**Saved entries**:
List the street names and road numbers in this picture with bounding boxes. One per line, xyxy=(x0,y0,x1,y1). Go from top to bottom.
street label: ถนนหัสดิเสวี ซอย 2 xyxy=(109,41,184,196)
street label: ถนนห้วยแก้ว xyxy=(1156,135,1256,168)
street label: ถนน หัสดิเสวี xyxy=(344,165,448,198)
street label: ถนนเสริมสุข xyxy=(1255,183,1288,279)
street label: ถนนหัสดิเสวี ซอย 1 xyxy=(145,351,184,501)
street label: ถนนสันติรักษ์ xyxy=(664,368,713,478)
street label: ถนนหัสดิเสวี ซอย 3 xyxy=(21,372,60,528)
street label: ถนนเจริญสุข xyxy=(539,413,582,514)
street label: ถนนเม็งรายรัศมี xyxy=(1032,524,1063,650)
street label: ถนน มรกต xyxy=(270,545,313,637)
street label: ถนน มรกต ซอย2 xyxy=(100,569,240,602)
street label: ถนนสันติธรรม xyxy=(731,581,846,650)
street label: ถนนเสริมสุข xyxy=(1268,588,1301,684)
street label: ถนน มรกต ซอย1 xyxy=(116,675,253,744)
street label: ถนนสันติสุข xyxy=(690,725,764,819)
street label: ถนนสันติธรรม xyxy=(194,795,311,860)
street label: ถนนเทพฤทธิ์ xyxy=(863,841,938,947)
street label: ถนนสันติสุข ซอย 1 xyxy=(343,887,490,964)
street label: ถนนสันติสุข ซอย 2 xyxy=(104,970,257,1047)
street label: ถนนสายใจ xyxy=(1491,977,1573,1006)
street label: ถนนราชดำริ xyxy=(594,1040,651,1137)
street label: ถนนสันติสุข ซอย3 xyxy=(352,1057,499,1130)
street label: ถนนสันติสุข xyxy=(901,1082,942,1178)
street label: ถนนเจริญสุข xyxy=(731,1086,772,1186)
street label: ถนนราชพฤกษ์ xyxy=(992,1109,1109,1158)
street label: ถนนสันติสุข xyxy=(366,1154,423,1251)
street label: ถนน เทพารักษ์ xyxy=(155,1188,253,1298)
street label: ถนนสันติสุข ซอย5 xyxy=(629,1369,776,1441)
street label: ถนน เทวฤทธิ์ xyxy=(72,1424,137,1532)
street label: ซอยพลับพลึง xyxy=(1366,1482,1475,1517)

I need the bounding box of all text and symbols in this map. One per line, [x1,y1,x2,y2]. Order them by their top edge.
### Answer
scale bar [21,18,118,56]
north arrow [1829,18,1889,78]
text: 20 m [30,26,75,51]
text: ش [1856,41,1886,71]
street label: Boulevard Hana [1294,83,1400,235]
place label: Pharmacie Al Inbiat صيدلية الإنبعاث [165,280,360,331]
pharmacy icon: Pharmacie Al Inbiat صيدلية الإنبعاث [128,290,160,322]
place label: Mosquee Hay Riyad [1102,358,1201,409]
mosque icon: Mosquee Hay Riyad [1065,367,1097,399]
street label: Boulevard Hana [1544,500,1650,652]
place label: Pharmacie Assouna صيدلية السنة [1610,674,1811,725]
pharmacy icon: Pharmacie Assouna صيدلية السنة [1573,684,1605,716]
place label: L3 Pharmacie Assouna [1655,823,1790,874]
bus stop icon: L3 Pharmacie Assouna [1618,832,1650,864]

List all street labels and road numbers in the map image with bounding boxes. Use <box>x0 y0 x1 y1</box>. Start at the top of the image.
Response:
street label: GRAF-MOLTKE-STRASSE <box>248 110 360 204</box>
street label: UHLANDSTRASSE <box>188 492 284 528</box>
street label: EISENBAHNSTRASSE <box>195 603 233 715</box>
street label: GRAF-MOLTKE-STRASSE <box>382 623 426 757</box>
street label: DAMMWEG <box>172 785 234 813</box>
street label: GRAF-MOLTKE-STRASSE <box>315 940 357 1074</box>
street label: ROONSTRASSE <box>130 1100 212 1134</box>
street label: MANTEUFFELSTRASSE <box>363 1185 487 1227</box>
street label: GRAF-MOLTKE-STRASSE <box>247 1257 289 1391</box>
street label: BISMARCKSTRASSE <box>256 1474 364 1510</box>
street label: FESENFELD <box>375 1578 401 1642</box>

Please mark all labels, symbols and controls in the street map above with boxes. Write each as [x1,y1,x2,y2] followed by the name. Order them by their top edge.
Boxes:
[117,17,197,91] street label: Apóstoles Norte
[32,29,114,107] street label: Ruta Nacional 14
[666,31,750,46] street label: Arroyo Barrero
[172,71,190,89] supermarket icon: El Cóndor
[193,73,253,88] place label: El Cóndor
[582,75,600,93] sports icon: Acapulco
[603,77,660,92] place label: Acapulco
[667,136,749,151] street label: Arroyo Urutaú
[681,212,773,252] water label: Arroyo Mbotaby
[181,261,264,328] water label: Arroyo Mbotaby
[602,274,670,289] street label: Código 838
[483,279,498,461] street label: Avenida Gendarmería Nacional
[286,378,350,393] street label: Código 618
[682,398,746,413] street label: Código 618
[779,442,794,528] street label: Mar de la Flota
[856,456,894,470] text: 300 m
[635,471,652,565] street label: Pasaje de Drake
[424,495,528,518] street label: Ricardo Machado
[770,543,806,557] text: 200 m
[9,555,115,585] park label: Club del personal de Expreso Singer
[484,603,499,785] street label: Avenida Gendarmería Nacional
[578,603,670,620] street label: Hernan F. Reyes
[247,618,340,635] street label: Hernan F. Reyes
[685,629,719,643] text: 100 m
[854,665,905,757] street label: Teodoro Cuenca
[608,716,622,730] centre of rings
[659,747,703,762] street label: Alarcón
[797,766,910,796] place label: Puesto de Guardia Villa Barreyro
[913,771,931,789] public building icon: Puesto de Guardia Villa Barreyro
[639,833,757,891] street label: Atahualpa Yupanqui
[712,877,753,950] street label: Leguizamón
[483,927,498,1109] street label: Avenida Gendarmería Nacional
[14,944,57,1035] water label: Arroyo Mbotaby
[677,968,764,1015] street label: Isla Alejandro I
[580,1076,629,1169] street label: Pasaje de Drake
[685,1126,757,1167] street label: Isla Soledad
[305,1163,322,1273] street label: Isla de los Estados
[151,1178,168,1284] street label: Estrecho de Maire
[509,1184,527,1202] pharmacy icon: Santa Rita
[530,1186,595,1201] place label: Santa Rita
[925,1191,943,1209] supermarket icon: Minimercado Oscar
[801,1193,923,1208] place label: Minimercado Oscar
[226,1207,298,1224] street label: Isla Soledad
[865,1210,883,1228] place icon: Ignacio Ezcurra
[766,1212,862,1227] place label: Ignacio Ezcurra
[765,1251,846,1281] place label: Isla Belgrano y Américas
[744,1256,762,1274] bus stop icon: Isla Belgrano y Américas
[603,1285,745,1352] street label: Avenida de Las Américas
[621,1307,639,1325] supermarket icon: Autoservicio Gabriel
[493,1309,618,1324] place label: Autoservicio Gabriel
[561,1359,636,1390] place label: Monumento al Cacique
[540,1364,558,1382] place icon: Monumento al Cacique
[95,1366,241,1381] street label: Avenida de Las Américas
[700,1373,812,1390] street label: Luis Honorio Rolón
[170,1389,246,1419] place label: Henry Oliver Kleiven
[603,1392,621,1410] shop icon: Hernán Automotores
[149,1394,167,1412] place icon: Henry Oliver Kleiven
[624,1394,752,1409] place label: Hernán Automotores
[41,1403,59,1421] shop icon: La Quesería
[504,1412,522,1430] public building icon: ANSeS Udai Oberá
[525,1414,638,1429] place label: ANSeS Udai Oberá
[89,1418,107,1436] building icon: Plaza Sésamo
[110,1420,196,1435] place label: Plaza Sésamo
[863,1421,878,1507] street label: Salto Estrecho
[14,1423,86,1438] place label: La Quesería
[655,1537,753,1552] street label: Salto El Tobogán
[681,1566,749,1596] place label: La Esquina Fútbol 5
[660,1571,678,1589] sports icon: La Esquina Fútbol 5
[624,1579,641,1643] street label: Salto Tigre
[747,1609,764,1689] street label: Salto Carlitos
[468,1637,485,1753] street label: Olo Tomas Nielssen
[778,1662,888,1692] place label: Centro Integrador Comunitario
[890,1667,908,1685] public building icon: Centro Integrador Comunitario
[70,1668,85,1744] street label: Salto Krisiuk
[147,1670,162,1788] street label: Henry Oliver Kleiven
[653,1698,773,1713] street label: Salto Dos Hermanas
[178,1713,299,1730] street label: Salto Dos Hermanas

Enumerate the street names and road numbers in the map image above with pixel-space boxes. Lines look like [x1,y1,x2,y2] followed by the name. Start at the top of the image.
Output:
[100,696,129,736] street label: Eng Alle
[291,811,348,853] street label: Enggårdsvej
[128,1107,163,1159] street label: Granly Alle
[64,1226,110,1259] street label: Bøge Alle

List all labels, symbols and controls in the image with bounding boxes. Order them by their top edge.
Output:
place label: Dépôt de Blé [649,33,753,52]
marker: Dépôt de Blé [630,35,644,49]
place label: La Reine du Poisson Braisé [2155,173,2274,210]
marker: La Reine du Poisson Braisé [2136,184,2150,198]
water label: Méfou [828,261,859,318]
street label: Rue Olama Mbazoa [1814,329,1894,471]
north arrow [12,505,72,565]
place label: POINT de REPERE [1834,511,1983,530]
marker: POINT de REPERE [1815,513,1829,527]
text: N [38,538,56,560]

**ASSIGNMENT**: Return every line above in which the string "Kleiven" occurs.

**WRITTEN REPLY**:
[170,1389,246,1419] place label: Henry Oliver Kleiven
[149,1394,167,1412] place icon: Henry Oliver Kleiven
[147,1670,162,1788] street label: Henry Oliver Kleiven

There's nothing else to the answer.